→ Task brief:
Search the material for "this" and show all lines that contain it.

→ Extracted material:
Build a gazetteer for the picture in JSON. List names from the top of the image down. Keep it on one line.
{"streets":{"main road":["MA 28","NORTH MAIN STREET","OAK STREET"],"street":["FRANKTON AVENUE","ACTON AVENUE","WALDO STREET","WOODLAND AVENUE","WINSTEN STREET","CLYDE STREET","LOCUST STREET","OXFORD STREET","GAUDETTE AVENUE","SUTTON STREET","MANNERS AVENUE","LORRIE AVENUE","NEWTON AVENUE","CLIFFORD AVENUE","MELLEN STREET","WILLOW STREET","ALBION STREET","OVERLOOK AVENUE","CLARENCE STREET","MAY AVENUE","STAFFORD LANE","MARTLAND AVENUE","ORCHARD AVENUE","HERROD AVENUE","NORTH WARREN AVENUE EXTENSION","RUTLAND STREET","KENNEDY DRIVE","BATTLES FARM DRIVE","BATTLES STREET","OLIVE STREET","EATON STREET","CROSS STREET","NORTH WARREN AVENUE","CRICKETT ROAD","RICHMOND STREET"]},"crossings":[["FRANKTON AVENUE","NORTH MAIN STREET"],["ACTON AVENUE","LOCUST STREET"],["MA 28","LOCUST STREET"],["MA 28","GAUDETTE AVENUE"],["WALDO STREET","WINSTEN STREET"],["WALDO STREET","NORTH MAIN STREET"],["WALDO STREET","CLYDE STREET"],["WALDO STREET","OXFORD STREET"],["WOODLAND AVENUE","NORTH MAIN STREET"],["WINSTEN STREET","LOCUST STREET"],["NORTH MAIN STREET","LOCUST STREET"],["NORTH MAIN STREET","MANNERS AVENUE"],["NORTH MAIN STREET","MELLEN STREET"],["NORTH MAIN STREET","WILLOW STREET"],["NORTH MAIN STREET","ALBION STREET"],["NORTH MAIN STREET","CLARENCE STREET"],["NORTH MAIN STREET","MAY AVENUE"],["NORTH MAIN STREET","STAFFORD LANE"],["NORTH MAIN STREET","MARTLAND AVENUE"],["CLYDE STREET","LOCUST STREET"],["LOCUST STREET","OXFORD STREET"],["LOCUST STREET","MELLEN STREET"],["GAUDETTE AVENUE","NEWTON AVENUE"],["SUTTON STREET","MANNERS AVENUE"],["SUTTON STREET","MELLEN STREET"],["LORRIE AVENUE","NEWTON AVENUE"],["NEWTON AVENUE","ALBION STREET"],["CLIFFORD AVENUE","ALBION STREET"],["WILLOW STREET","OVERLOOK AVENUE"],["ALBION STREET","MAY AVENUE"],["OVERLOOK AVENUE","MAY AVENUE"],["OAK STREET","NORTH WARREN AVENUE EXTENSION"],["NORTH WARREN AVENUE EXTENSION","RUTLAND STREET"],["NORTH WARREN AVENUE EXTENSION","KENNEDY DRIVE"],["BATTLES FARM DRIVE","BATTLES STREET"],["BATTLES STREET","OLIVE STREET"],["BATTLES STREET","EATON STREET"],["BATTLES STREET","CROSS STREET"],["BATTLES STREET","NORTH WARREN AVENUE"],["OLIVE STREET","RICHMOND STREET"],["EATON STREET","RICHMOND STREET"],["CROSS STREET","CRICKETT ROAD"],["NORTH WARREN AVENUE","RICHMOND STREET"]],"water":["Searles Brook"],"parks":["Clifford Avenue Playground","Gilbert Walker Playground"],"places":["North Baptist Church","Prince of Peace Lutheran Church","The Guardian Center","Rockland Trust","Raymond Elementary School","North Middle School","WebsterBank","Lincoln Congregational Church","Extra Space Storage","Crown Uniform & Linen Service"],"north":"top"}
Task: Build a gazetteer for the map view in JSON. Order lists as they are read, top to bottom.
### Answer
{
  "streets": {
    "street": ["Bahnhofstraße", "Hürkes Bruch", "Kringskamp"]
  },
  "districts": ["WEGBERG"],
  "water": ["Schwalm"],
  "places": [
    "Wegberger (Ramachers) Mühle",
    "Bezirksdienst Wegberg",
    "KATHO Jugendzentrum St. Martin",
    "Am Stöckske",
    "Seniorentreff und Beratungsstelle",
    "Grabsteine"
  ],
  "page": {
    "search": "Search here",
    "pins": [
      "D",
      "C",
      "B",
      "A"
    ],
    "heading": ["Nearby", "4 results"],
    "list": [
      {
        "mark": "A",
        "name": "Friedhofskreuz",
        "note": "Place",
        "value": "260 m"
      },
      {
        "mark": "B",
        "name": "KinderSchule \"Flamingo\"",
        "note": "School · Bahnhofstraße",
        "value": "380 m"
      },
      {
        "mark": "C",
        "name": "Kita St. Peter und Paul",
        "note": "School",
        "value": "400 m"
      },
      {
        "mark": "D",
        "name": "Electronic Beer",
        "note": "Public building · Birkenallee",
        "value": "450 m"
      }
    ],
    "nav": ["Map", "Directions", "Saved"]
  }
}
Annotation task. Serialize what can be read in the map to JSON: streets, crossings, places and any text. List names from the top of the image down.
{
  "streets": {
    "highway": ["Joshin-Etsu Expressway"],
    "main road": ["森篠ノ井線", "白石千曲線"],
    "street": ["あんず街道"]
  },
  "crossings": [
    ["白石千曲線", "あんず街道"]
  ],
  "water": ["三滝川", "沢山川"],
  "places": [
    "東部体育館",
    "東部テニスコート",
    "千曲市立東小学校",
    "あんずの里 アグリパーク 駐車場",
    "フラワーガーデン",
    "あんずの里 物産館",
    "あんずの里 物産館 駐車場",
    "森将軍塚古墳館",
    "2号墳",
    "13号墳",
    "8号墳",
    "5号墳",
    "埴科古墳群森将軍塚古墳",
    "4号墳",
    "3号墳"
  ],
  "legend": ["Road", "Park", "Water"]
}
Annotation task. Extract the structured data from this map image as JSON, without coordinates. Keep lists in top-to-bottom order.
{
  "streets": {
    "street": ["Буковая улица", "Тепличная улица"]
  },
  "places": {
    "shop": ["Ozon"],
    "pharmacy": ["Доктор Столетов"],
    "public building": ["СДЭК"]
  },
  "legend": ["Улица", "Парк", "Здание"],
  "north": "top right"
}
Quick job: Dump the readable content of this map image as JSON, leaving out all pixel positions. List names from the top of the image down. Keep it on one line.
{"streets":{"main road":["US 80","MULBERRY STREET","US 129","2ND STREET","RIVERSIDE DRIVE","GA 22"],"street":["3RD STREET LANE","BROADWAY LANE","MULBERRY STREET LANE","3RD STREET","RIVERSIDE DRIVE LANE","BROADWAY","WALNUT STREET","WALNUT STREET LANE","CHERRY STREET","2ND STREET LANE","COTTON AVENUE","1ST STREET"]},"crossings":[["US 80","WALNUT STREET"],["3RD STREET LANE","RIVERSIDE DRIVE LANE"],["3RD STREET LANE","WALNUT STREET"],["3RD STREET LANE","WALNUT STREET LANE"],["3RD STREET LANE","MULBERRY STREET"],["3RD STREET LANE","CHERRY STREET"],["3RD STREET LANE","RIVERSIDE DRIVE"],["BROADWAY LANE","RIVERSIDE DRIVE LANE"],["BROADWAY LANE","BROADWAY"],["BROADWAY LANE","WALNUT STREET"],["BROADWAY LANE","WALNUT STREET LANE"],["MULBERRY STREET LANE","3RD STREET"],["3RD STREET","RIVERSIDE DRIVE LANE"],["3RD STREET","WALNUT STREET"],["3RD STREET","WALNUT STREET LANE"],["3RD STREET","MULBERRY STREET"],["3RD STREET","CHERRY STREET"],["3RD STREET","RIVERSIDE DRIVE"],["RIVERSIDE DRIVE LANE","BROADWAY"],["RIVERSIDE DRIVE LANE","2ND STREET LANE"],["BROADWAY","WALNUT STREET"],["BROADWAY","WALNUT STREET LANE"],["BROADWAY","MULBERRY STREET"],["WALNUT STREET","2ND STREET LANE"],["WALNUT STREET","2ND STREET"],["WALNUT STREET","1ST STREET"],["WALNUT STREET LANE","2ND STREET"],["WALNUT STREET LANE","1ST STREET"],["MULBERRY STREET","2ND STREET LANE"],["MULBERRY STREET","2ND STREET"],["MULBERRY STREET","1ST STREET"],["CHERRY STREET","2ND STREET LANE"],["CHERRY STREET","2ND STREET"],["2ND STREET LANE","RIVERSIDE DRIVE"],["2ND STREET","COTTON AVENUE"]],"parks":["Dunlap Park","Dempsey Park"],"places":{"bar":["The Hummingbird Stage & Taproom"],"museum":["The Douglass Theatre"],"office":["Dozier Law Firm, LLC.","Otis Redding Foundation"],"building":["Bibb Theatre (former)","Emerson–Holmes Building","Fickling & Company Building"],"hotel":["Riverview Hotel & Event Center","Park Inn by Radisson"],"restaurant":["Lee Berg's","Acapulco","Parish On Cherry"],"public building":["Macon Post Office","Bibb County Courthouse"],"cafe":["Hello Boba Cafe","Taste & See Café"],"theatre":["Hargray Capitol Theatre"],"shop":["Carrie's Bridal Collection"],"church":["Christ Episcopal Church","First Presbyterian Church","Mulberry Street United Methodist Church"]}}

→ Result of the task:
Annotation task. Extract the structured data from this map image as JSON, without coordinates. Keep lists in top-to-bottom order.
Quick job: Dump the readable content of this map image as JSON, leaving out all pixel positions. List names from the top of the image down. Keep it on one line.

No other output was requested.